A Quick Guide to the Seven Steps to Earthquake Safety – Pasadena Weekendr


The Los Angeles area American Red Cross urges the Pasadenans to participate in the Great ShakeOut earthquake exercise on October 21. Join millions of people around the world to learn what to do during an earthquake. Publication date. Cover and hold on!

Los Angeles experiences an average of five earthquakes per year with magnitudes between 3 and 4. There have already been a few this year with the Big One expected to strike anytime. The US Geological Survey says there is a 31% chance of a 7.5 magnitude earthquake in Los Angeles in the next two decades.

We cannot stop an earthquake; we can prepare. On Thursday mornings at 10:21 am, practice what you know about staying safe – find a sturdy table or piece of furniture; take cover; and hold on. Doors offering protection is a myth.

“It’s not a matter of if, but when we have an earthquake. It’s going to happen and unfortunately people are getting complacent. The more you practice and train, the better off you’ll be when the situation arises, ”said Lisa Derderian, spokesperson for the Pasadena Fire Department and Community Emergency Response Training (CERT) coordinator.

Mark Benthian, executive director of the Southern California Earthquake Center, gives some advice.

“What to do to protect yourself during an earthquake? Drop, cover, and hold on tight in most situations. This is the best position to put yourself in even if there is something with the building that could collapse – you are probably in a place that will be safe during an earthquake, ”Benthian said.

According to the Earthquake Country Alliance which founded the statewide Great Shakeout in 2008, there are seven recommended steps to prepare for earthquake safety.

The first step is to secure your space by identifying hazards and securing moving objects such as bookcases away from beds, sofas or other places where people sit, sleep or spend a lot of time.

Several people died and thousands were injured in the Northridge earthquake in 1994 due to unsecured objects such as overturned bookcases.

According to a study from the University of California, Los Angeles (UCLA), 55% of injuries during this earthquake were caused by falling furniture or objects.

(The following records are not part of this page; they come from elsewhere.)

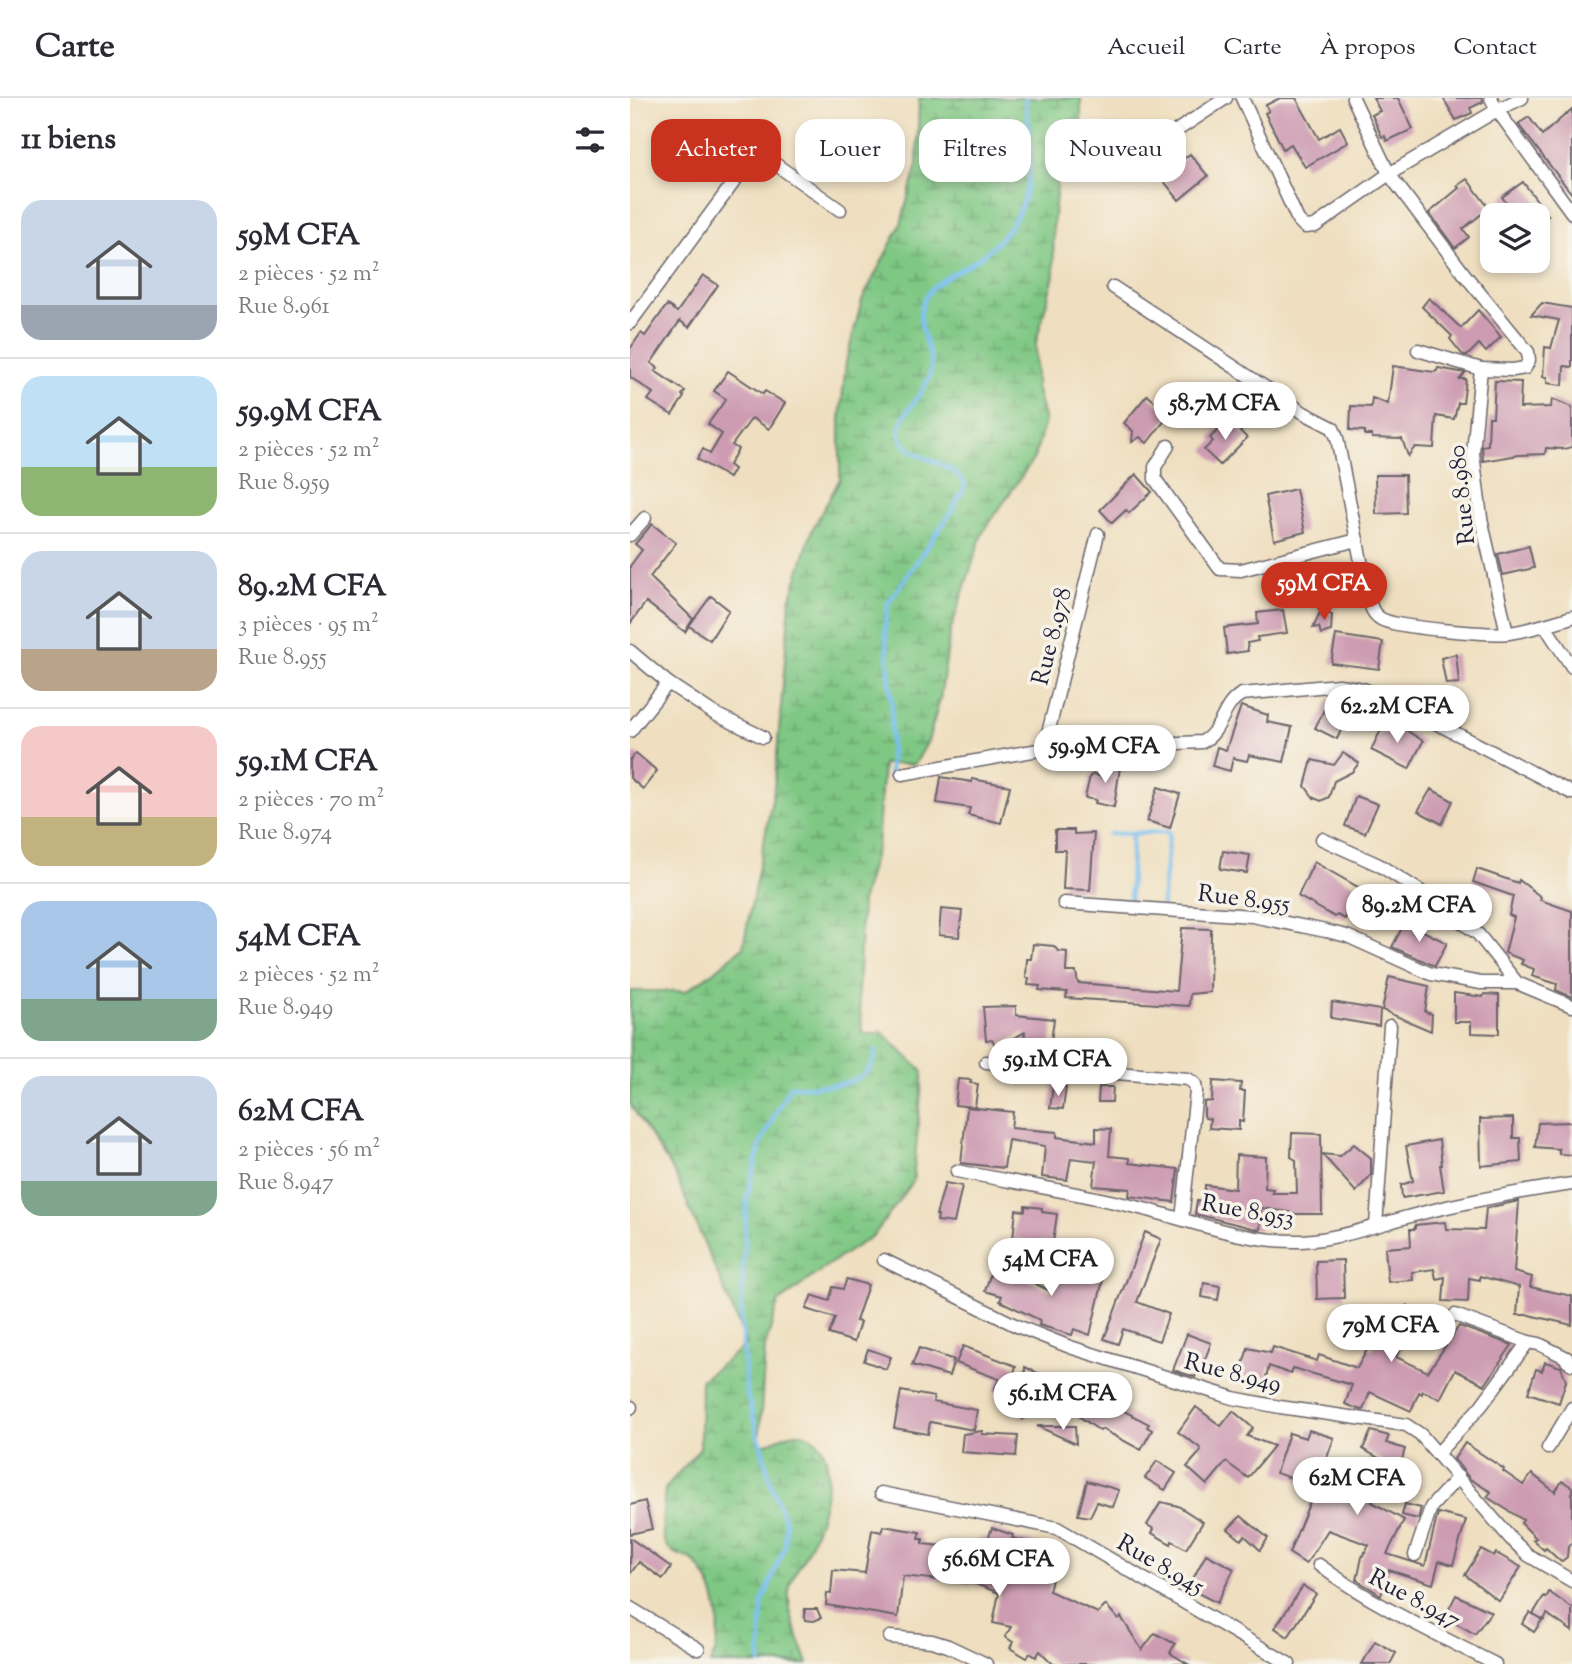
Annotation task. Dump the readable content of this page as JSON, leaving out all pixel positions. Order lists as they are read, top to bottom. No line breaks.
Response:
{"streets":{"street":["Rue 8.980","Rue 8.978","Rue 8.955","Rue 8.953","Rue 8.949","Rue 8.945","Rue 8.947"]},"page":{"header":"Carte","nav":["Accueil","Carte","À propos","Contact"],"heading":"11 biens","chip":["Acheter","Louer","Filtres","Nouveau"],"list":[{"name":"59M CFA","note":"2 pièces · 52 m² · Rue 8.961"},{"name":"59.9M CFA","note":"2 pièces · 52 m² · Rue 8.959"},{"name":"89.2M CFA","note":"3 pièces · 95 m² · Rue 8.955"},{"name":"59.1M CFA","note":"2 pièces · 70 m² · Rue 8.974"},{"name":"54M CFA","note":"2 pièces · 52 m² · Rue 8.949"},{"name":"62M CFA","note":"2 pièces · 56 m² · Rue 8.947"}],"price":["58.7M CFA","59M CFA","62.2M CFA","59.9M CFA","89.2M CFA","59.1M CFA","54M CFA","79M CFA","56.1M CFA","62M CFA","56.6M CFA"]}}
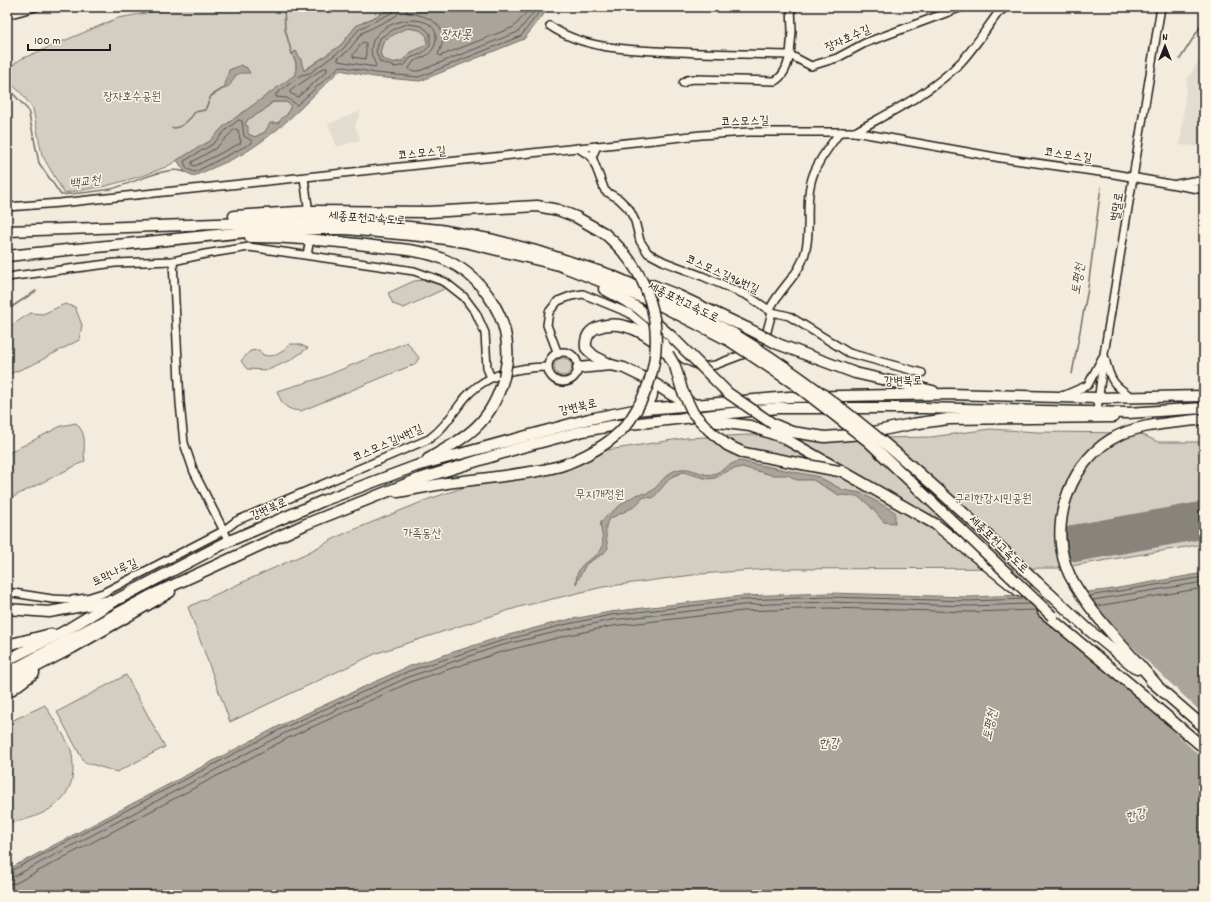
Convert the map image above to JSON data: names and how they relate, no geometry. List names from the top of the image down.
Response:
{
  "streets": {
    "highway": ["세종포천고속도로", "강변북로"],
    "street": [
      "장자호수길",
      "코스모스길",
      "벌말로",
      "코스모스길96번길",
      "코스모스길14번길",
      "토막나루길"
    ]
  },
  "crossings": [
    ["코스모스길", "벌말로"],
    ["벌말로", "강변북로"],
    ["코스모스길14번길", "토막나루길"]
  ],
  "water": [
    "장자못",
    "백교천",
    "토평천",
    "한강"
  ],
  "parks": [
    "장자호수공원",
    "무지개정원",
    "구리한강시민공원",
    "가족동산"
  ],
  "scale_bar": "100 m",
  "north": "top"
}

Only one percent of injuries were caused by damage to buildings. Other injuries are due to falls or dangerous behavior. In addition, several billion dollars have been lost due to this type of damage, according to Earthquake Country Alliance.

Second step plans to be safe by creating an emergency plan and deciding how you will communicate in an emergency.

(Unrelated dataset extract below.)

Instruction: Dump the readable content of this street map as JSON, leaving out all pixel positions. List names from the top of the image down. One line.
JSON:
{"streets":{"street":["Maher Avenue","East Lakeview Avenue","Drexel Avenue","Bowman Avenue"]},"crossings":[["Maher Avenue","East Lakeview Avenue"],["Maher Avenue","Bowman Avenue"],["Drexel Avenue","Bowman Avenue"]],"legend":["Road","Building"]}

According to the Earthquake Country Alliance, planning for an earthquake, terrorist attack, or other emergency is not much different from planning a party or vacation.

Make sure your emergency plan includes evacuation and meeting plans; the name and number of your out-of-state contact person; the location of your emergency supplies and other relevant information. By planning now, you’ll be ready for the next emergency.

Third step is to organize disaster supplies in convenient locations.

Everyone should have disaster supply kits stored in accessible places at home, at work, and in your vehicle. Having emergency supplies on hand can reduce the impact of an earthquake, terrorist incident, or other emergency on you and your family.

Your disaster supply kits should include food, water, flashlights, portable radios, batteries, a first aid kit, cash, extra medicine, a whistle, a fire extinguisher, etc.

Keep one kit in your house, another in your car, and a third kit at work. Backpacks or other small bags are best for your disaster supply kits so you can take them with you if you evacuate.

Fourth step is to minimize financial hardship by organizing important documents, strengthening your property, and considering catastrophe insurance.

To help organize the most important information you’ll need, first designate a backpack or carry-on bag.

Think about what documents you will need if you will be away from home for an extended period of time, such as what you will need for identification, to reach loved ones, to file an insurance claim, etc. Put all of these important documents in a sealed plastic bag, then place it in your “take out” bag. Leave your “take out” somewhere you can easily get to.

Fifth step is to drop, cover and stand when the earth is shaking.

Sixth step is to improve safety after earthquakes by evacuating when necessary, helping the injured and preventing further injury or damage.

As soon as the ground stops shaking, it is important to act quickly and safely. Evacuate to higher ground if a tsunami is possible.

If not, check for injuries and damage that require immediate attention. Use your first aid training to help those in need.

Look around your surroundings to identify any new hazards such as gas line leaks, building damage, water or electricity lines, or other things that can be dangerous, especially if there is. replicas.

Be prepared to report the damage to the city or county government

Seventh step is to restore daily life by reconnecting with others, repairing damage and rebuilding community.

In the aftermath of a major disaster, communication will be an important step in your recovery efforts. Turn on your portable radio for information and safety advisories. If your home is damaged, contact your insurance agent immediately to begin your claims process. For most disasters declared by the President, resources will also be available from federal, state and local government agencies.

Your recovery period may take several weeks or even months.